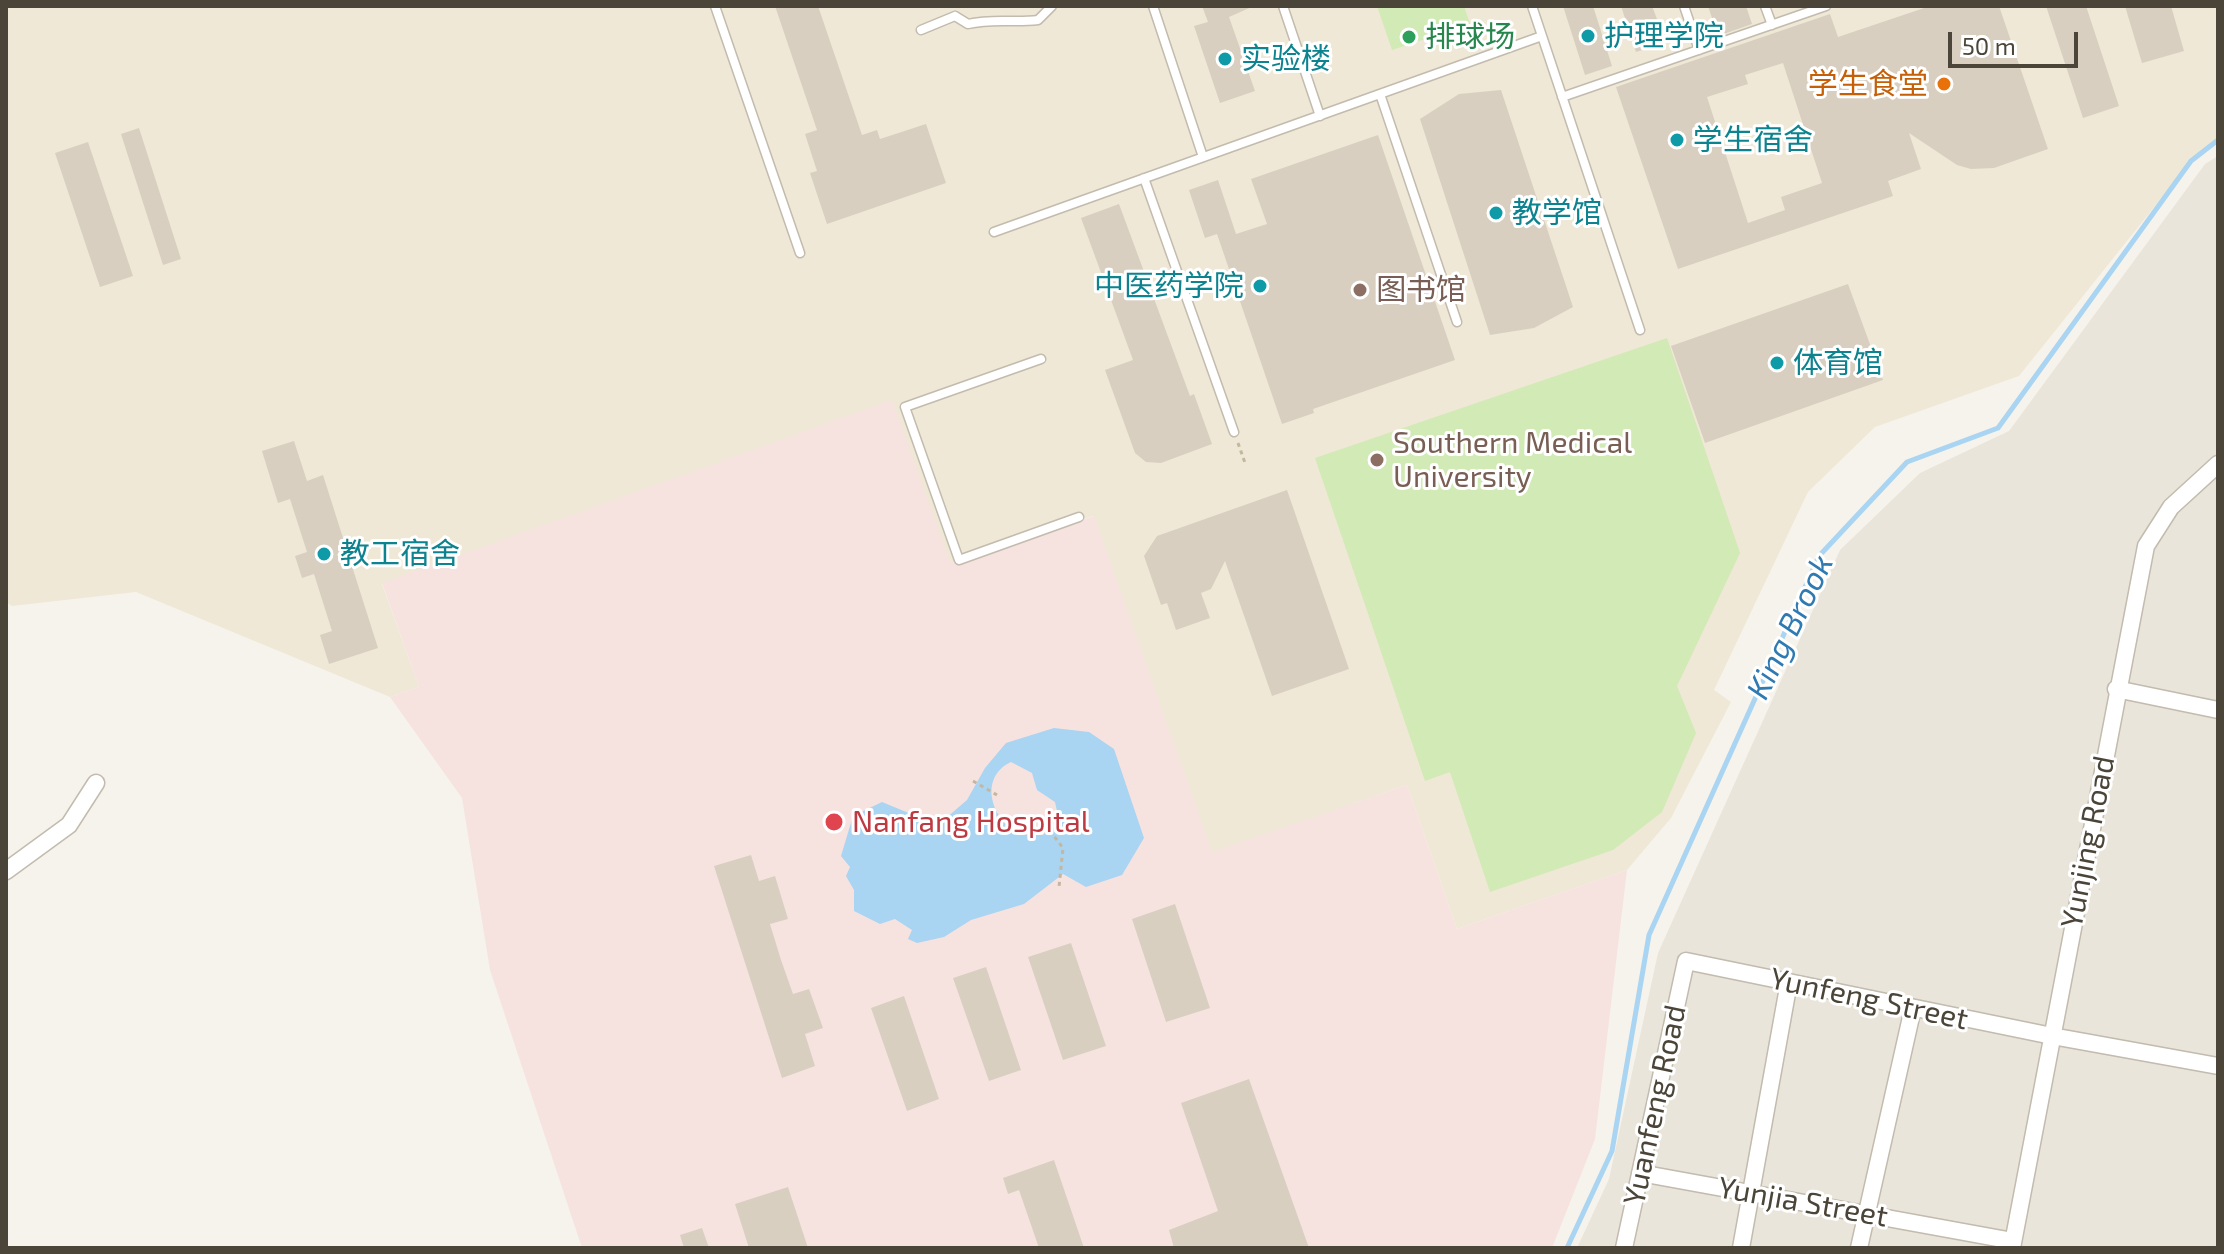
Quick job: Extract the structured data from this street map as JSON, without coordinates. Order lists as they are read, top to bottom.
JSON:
{
  "streets": {
    "street": [
      "Yunjing Road",
      "Yunfeng Street",
      "Yuanfeng Road",
      "Yunjia Street"
    ]
  },
  "crossings": [
    ["Yunjing Road", "Yunfeng Street"],
    ["Yunjing Road", "Yunjia Street"],
    ["Yunfeng Street", "Yuanfeng Road"],
    ["Yuanfeng Road", "Yunjia Street"]
  ],
  "water": ["King Brook"],
  "places": [
    "护理学院",
    "排球场",
    "实验楼",
    "学生食堂",
    "学生宿舍",
    "教学馆",
    "中医药学院",
    "图书馆",
    "体育馆",
    "Southern Medical University",
    "教工宿舍",
    "Nanfang Hospital"
  ],
  "scale_bar": "50 m"
}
★ ★ ★ ★ ★
In your copy, include no pictures, but set down every record exactly.

Quick job: Extract the structured data from this street map as JSON, without coordinates. Order lists as they are read, top to bottom.
JSON:
{
  "streets": {
    "street": [
      "Yunjing Road",
      "Yunfeng Street",
      "Yuanfeng Road",
      "Yunjia Street"
    ]
  },
  "crossings": [
    ["Yunjing Road", "Yunfeng Street"],
    ["Yunjing Road", "Yunjia Street"],
    ["Yunfeng Street", "Yuanfeng Road"],
    ["Yuanfeng Road", "Yunjia Street"]
  ],
  "water": ["King Brook"],
  "places": [
    "护理学院",
    "排球场",
    "实验楼",
    "学生食堂",
    "学生宿舍",
    "教学馆",
    "中医药学院",
    "图书馆",
    "体育馆",
    "Southern Medical University",
    "教工宿舍",
    "Nanfang Hospital"
  ],
  "scale_bar": "50 m"
}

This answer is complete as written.